Tuesday, October 26, 2004

Booze.

I miss beer. Vodka and Tequilla are fine beverages, but beer is just...well, it's beer, and I'm German. But I can't afford beer right now. Every dollar counts this month. I'm...sort of behind on my bills but not really. You see, I'm paid up on my Cable bill, but they (like usual) sent me a billing statement to the effect that I hadn't paid them much at all last month, instead of paying for two full months and my cable modem all at once like I actually did.

My electric bill, containing the spillover from my last apartment and the first months juice from the new place was $200. This, I believe, is from my failure to figure out the appliances in this place perfectly for the first few weeks. I paid $150 of it when the notice came that said I was overdue. They've not sent me another sayint they'll cut me off, so I think paying the last $50 can wait till I get some more money.

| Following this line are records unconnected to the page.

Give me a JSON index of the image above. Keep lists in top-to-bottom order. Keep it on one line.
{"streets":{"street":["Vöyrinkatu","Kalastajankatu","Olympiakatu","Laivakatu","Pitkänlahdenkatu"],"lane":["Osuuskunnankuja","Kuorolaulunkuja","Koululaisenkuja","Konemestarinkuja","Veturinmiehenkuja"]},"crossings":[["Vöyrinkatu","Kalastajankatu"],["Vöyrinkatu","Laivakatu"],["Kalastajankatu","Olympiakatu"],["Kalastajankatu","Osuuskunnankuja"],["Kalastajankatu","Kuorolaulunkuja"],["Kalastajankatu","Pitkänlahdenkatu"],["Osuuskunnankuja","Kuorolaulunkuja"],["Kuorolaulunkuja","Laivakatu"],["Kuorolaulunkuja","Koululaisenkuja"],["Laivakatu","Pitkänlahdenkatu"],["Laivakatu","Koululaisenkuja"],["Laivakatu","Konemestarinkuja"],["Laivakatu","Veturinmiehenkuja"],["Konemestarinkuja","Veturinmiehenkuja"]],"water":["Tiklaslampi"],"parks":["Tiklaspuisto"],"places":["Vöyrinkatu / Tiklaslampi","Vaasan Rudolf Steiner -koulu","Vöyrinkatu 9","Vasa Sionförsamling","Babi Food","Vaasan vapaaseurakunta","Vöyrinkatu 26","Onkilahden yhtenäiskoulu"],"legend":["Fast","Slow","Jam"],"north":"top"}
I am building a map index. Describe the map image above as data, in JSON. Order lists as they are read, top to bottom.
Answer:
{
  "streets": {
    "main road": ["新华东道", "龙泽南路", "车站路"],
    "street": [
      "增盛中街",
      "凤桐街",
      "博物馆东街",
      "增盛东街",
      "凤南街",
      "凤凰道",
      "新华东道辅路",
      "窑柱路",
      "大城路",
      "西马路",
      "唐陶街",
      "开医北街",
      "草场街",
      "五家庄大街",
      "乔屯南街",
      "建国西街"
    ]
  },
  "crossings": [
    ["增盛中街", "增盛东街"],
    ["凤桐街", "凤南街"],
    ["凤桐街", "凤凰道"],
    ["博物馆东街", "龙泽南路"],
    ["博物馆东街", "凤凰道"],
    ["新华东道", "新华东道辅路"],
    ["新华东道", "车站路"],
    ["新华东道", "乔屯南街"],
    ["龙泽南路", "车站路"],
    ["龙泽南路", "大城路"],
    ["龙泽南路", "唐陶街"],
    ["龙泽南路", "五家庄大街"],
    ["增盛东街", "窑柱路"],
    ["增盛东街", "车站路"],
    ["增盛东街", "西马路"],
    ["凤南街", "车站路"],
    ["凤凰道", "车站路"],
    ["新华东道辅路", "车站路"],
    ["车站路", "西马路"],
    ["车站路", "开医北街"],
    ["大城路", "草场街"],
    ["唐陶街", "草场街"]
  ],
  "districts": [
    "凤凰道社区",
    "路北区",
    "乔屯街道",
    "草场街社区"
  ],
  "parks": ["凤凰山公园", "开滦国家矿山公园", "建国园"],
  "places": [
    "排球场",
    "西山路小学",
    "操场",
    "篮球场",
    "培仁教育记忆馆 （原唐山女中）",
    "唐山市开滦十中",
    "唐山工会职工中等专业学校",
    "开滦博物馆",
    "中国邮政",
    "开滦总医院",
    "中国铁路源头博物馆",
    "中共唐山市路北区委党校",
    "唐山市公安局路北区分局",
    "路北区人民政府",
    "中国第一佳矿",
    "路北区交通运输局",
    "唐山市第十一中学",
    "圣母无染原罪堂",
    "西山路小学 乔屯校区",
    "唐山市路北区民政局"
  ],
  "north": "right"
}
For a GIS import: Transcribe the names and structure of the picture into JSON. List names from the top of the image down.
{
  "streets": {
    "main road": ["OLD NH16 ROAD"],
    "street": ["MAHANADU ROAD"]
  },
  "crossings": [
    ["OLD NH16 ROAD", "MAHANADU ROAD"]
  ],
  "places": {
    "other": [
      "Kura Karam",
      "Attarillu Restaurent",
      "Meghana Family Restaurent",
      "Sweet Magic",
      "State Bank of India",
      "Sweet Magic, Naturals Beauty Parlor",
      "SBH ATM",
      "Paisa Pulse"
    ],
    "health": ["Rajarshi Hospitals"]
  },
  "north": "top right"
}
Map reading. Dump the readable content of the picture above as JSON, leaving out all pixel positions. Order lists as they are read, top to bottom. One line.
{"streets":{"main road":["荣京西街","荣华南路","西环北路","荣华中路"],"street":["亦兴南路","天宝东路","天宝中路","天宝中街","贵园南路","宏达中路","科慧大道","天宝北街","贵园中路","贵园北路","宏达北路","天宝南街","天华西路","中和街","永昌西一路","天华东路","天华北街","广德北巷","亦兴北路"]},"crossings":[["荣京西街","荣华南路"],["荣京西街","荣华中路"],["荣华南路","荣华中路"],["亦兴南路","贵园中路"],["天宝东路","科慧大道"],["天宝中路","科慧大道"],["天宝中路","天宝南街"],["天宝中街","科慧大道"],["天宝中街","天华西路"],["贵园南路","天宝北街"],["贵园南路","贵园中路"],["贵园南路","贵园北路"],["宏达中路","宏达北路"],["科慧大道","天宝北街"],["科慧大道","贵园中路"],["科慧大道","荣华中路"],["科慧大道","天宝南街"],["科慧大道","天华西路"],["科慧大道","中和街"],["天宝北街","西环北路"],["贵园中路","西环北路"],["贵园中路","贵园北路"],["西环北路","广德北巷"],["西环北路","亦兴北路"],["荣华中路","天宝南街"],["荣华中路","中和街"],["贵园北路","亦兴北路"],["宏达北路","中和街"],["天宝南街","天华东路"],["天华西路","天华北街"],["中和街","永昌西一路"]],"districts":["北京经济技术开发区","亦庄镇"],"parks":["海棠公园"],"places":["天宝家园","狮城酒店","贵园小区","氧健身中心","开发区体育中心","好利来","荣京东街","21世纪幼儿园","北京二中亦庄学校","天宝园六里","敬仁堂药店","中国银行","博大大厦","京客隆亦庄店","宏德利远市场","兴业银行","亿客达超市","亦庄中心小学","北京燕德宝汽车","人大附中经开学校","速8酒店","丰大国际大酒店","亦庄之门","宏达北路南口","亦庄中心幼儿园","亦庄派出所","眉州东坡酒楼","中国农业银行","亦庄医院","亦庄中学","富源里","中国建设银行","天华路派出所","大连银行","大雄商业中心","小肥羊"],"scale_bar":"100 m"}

I've called in the final airstrike. The last of my college money is going to be on it's way as soon as I e-mail the family accountant and ask for it. I'm tired of having to scrounge. Oh, I'll have to do it again soon enough, but with my raise and increased hours, this three grand or so should last me almost untill the end of my lease if I use it wisely.

Mom and Dad will always help me if I ask for it also, I just hate to do that to them. Honestly, it never really occurs to me unless I'm totally up against a wall. ::shrug:: I've got a trip to Las Vegas coming up in a few weeks here. Big computer geek patry. They'll be almost 20 of us, it'll be one hell of a shindig. Four days in Vegas playing computer games with friends, not much better than that for me, given that I'm single.

Ahh yes, it would be nice to have a wife, and not be celibate. However I have discovered that celibacy truly is freedom. Seriously, you just don't worry about it anymore. And none of those feelings of self loathing that come from immersing yourself in porn for a few hours. I've been clean, I'm happy to say, since late June. Four full months at this point. Whoot!

Now I know why catholic priests are famous for taking a nip whenver they can. It's the only vice left open to them!

Let us pose a theological question, just to see if anyone is listning. Hi Fr. John!

Suppose (and this is a true hypothetical, it has not happened...yet) that you have a less than humanitarian supervisor at work. Suppose also that this person is abusive to you in some form. The Christian responsability is to take the abuse, and pray for him, because after all we want others to be forgiven their sins, because we want no one to end up in hell. We are also, not supposed to go to a higher authority (except God) and complain. We are just supposed to take the abuse.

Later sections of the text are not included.